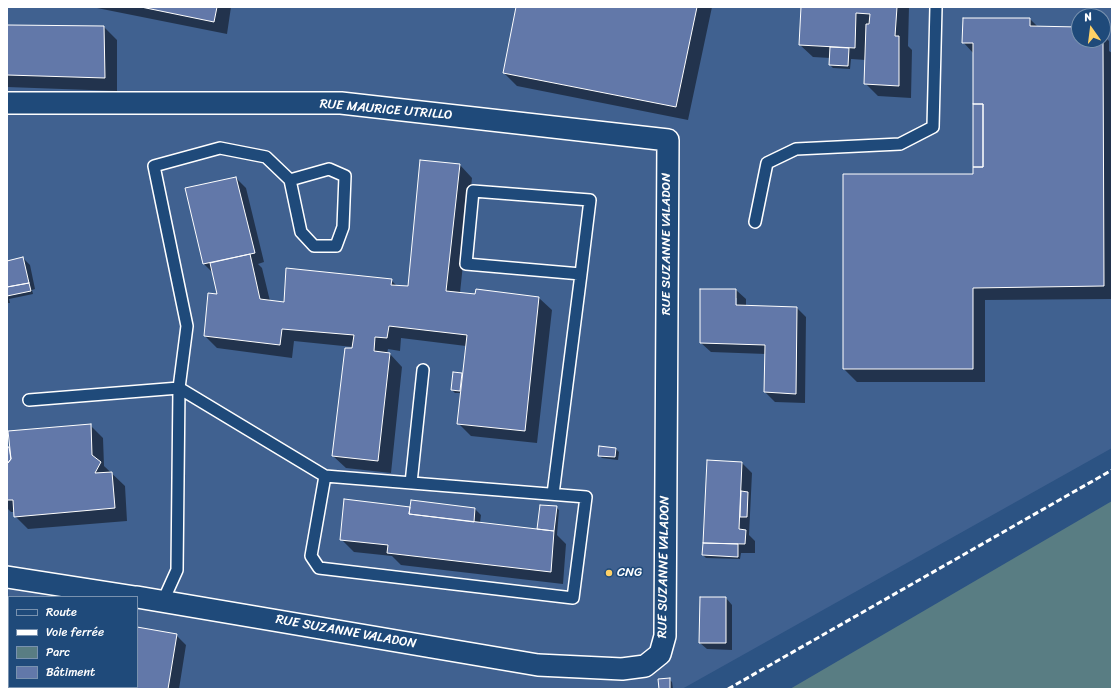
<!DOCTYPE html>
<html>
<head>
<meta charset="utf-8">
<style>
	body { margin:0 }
	#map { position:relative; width:1119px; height:696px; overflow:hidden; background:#2c5383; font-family:Sriracha,sans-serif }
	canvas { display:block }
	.frame { position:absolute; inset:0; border:8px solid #fff; pointer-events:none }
	.legend { position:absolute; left:8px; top:596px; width:130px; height:92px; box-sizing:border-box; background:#1f4a7a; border:1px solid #7992af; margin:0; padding:5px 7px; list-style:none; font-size:12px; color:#fff }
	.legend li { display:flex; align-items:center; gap:8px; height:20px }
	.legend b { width:20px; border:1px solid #7992af }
	.north { position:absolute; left:1071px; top:8px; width:40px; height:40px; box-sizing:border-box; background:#1f4a7a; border:1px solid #7992af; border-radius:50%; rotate:346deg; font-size:11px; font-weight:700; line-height:16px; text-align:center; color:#fff }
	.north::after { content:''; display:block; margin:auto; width:14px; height:18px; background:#ffd166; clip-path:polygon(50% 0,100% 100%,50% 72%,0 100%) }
</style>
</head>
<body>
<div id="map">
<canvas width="1119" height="696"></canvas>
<div class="frame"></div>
<ul class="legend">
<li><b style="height:5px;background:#1f4a7a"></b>Route</li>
<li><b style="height:5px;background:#fff"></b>Voie ferrée</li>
<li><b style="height:11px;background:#597d83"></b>Parc</li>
<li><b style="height:11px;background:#6278a9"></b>Bâtiment</li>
</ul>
<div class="north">N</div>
</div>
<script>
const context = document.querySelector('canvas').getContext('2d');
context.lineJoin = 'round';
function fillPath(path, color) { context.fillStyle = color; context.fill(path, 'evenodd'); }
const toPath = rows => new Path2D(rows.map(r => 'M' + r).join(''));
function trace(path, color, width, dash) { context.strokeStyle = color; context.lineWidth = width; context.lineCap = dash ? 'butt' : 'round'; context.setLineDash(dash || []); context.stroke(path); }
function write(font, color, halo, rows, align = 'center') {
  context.font = font + ' Sriracha,sans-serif'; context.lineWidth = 3; context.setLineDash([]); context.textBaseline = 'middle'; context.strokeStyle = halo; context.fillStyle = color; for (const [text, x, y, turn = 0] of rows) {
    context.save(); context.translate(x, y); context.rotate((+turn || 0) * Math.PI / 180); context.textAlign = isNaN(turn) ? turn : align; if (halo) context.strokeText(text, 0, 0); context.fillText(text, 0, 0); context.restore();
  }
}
fillPath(toPath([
	[7,7,1112,7,1112,448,682,689,7,689],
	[1079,16,1103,16,1103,40,1079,40],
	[9,597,137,597,137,687,9,687]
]), '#406190');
fillPath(toPath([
	[1112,501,1112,689,790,689]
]), '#597d83');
fillPath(toPath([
	[92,7,231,7,227,34],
	[517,7,712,7,688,120,517,86,504,73],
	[802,7,909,7,908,46,912,50,911,98,878,96,865,83,866,60,851,59,850,69,833,68,830,65,830,58,813,57,800,45],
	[1030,19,1038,27,1079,28,1079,40,1103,40,1103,35,1109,41,1109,51,1112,53,1112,299,985,300,985,382,857,382,844,369,974,175,974,54,963,42],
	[7,26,104,27,117,40,117,91,7,87],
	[460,165,472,178,460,293,476,295,477,290,539,298,552,310,537,443,471,436,458,423,461,393,455,393,452,390,454,373,463,374,466,346,401,338,400,351,388,349,387,354,390,354,402,367,391,473,346,468,333,456,353,347,294,341,292,358,217,348,205,336,218,295,213,273,204,264,236,178,246,188,264,262,258,264,262,268,270,301,285,303,391,280,397,286,409,287],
	[23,258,30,265,35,289,32,290,33,294,9,299,10,303,7,303,7,262],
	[736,290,746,299,746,307,797,308,806,317,805,403,775,402,765,392,766,354,711,352,701,343],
	[735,298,737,298,737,310,735,310],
	[90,425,103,438,104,466,125,486,127,521,28,529,15,516,15,512,11,512,7,508,7,448,11,450],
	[616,449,619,452,618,460,602,458,599,455],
	[708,461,742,463,752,473,749,535,755,541,755,553,741,553,740,559,706,558,703,555],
	[540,506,556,507,559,510,557,535,566,544,563,584,401,565,392,556,354,552,341,539,410,508,475,509,481,515,480,523,538,530],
	[726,598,732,605,732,650,707,649,700,643],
	[137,628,176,635,186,645,179,689,7,689,7,671,9,672,9,687,137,687],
	[669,679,672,682,673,689,660,689]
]), '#0007');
const building = toPath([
	[141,7,217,7,214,22,141,7],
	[516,7,697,7,676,107,503,73,516,7],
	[801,7,897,7,895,36,899,36,899,86,864,84,866,24,869,24,870,14,856,13,855,48,799,45,801,7],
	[963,18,1030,18,1030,26,1079,27,1079,40,1097,40,1097,43,1103,43,1104,286,973,288,973,369,843,369,843,174,973,174,973,167,983,167,983,104,973,104,973,43,962,43,963,18],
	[7,25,104,26,105,78,7,75,7,25],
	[830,47,849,48,848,66,829,65,830,47],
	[973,104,983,104,983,167,973,167,973,104],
	[420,160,460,164,446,291,475,294,476,289,539,297,525,431,457,424,467,335,389,326,387,338,375,337,374,351,390,353,378,461,332,456,345,348,352,348,354,335,282,329,280,345,204,336,208,293,217,294,210,263,250,254,260,299,284,302,286,268,392,279,391,285,408,286,420,160],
	[236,177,255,253,203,264,185,188,236,177],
	[23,257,29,283,7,287,7,261,23,257],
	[29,283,31,291,7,296,7,287,29,283],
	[700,289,736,289,736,305,797,307,796,394,764,392,765,345,700,343,700,289],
	[453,372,462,373,460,391,451,390,453,372],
	[91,424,92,455,101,462,95,473,112,472,115,508,14,517,13,500,7,500,7,464,11,459,8,431,91,424],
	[599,446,616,448,615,457,598,456,599,446],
	[7,447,9,447,11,459,7,464,7,447],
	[707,460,742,462,739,529,746,530,745,544,703,543,707,460],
	[741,491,748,492,747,517,740,517,741,491],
	[344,499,410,507,409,514,554,531,551,572,387,553,388,545,340,540,344,499],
	[411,500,475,508,474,522,409,514,411,500],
	[540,505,557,506,554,531,537,529,540,505],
	[703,543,738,544,738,557,702,555,703,543],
	[700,597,726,597,726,643,699,643,700,597],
	[137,627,177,634,168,689,105,689,105,687,137,687,137,627],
	[7,670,9,671,9,687,90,687,90,689,7,689,7,670],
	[670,678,670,689,659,689,658,679,670,678]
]);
fillPath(building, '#6278a9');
trace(building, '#fff', 1);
const lane = toPath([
	[755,222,767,163,796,149,900,144,933,127,936,7],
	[29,400,179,388,325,476,586,497,573,598,319,568,311,556,325,476],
	[411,483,423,370],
	[553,494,581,274,590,200,473,191,466,264,581,274],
	[163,601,177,570,179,388,187,326,154,166,220,148,266,157,290,180,301,232,314,246,336,246,343,227,345,176,329,169,290,180]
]);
const street = toPath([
	[7,103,341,103,668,140,665,636,660,654,645,666,622,669,538,665,137,597],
	[7,577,135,597]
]);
trace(lane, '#fff', 14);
trace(street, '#fff', 24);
trace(lane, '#1f4a7a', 11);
trace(street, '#1f4a7a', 21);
trace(toPath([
	[728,689,1112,470]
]), '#fff', 3, [6, 3]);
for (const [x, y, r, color] of [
	[609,573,4,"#ffd166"]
]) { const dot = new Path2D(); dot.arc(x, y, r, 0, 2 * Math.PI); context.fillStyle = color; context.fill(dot); trace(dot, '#1f4a7a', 1.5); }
write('13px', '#fff', '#1f4a7a', [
	["RUE MAURICE UTRILLO",386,110,5],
	["RUE SUZANNE VALADON",667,244,-90],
	["RUE SUZANNE VALADON",664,567,-89],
	["RUE SUZANNE VALADON",346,632,10]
]);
write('13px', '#fff', '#1f4a7a', [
	["CNG",617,573]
], 'left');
</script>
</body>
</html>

• Problem details: Going line by line through the entries above, count each line that has the word "rows", then state the count alone.

• The answer: 3